Don Carlos, un hombre nacido con el siglo, había cumplido los 48, no estaba dispuesto a que el bueno del padrecito le imponga una obligación que no quería cargar sobre el resto de su vida. Había llegado a las islas hace algo más de unos cinco años, escapando de guerras lejanas como la que hubo en otro continente y la que hubo en la frontera; pero también de otra clase de guerra, de una personal, de aquellas que desagarran el alma porque los que sufren son los otros por culpa de uno, se había enamorado de dos mujeres y como eso no lo entienden las leyes ni una mujer herida, un juicio de bigamia interpuesto por su primera mujer le obligó a salir corriendo de Guayaquil hasta recalar en las islas donde el brazo uniformado de la justicia no lo alcanzaba. Claro que esta historia no la conocía nadie y él no estaba dispuesto a contársela, mucho menos al Padre Silverio.
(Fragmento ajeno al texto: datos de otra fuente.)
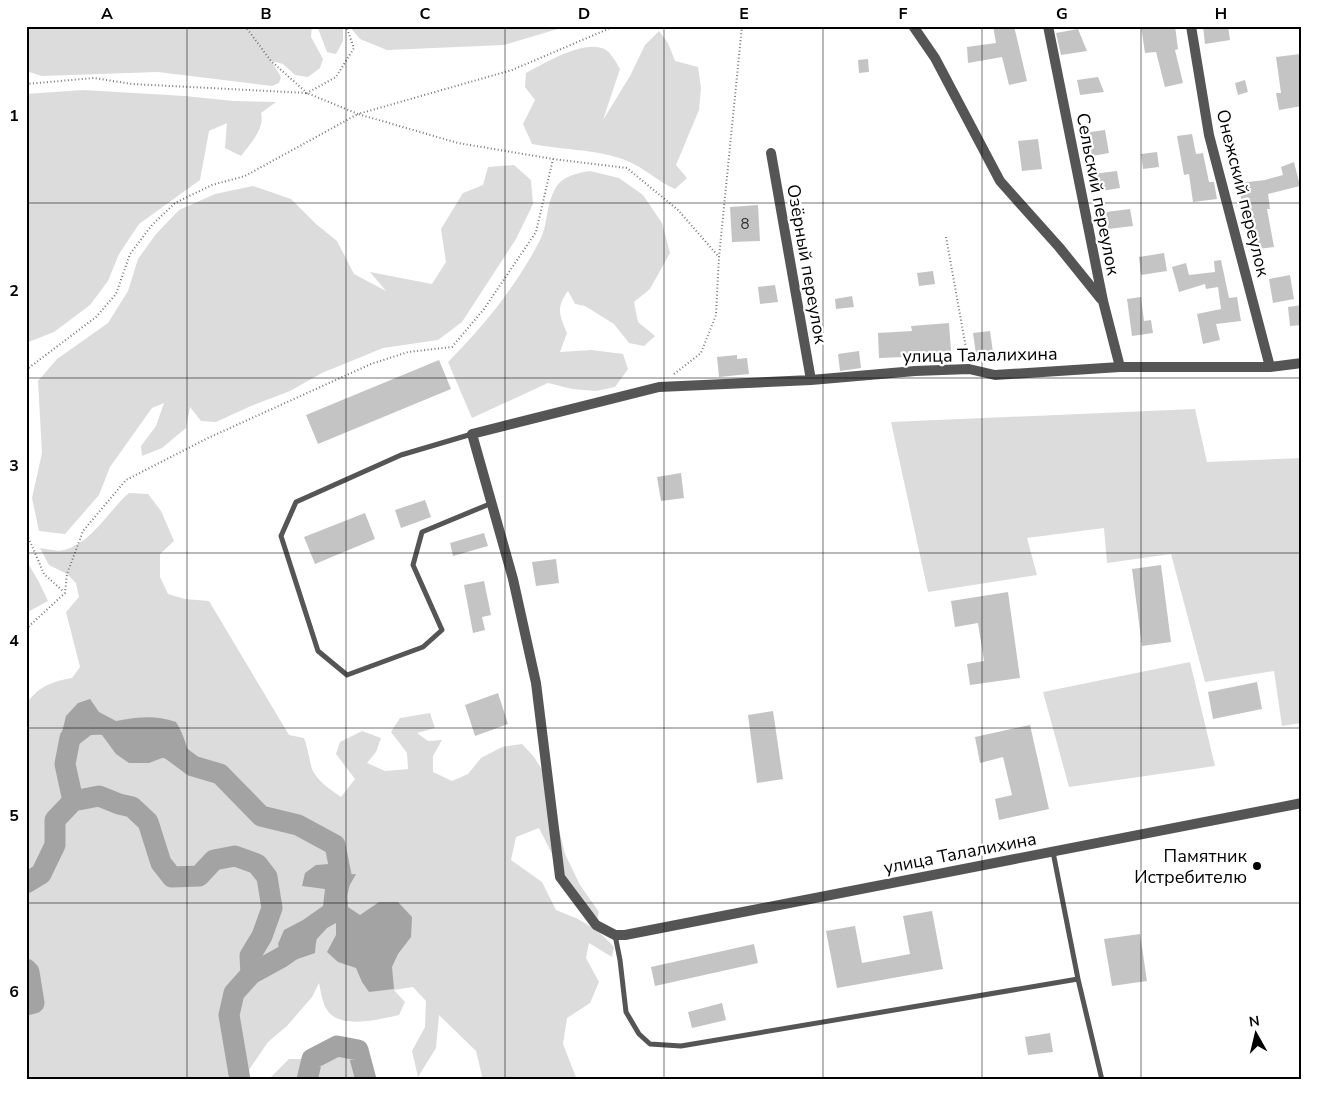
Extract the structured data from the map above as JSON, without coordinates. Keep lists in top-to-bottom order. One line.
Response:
{"streets":{"street":["Онежский переулок","Сельский переулок","Озёрный переулок","улица Талалихина"]},"crossings":[["Онежский переулок","улица Талалихина"],["Сельский переулок","улица Талалихина"],["Озёрный переулок","улица Талалихина"]],"places":["Памятник Истребителю"],"house_numbers":["8"],"north":"top","grid":{"columns":["A","B","C","D","E","F","G","H"],"rows":["1","2","3","4","5","6"]}}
Don Carlos no era el único colono al que la justicia le había empujado fuera del continente. Allí en las islas todos sabían, o al menos sospechaban de todos, porque todos venían huyendo de algo o de alguien que quedaba en el continente. Esa era la historia de todos los colonos, de todos los que se habían alejado de un pasado pensando encontrar un futuro pero terminaron agarrándose del presente. Esas tierras en medio del mar significaban precisamente aquello: el presente, pues todos, en un lugar, muy en el fondo de su corazón, anhelaban volver al continente, mientras los días embriagaban esas historias. Con el pasar de los días y los meses, todos, y entre ellos don Carlos, se iban fundiendo con el paisaje hasta perder la memoria y ser apenas una  parte consustancial del Archipiélago.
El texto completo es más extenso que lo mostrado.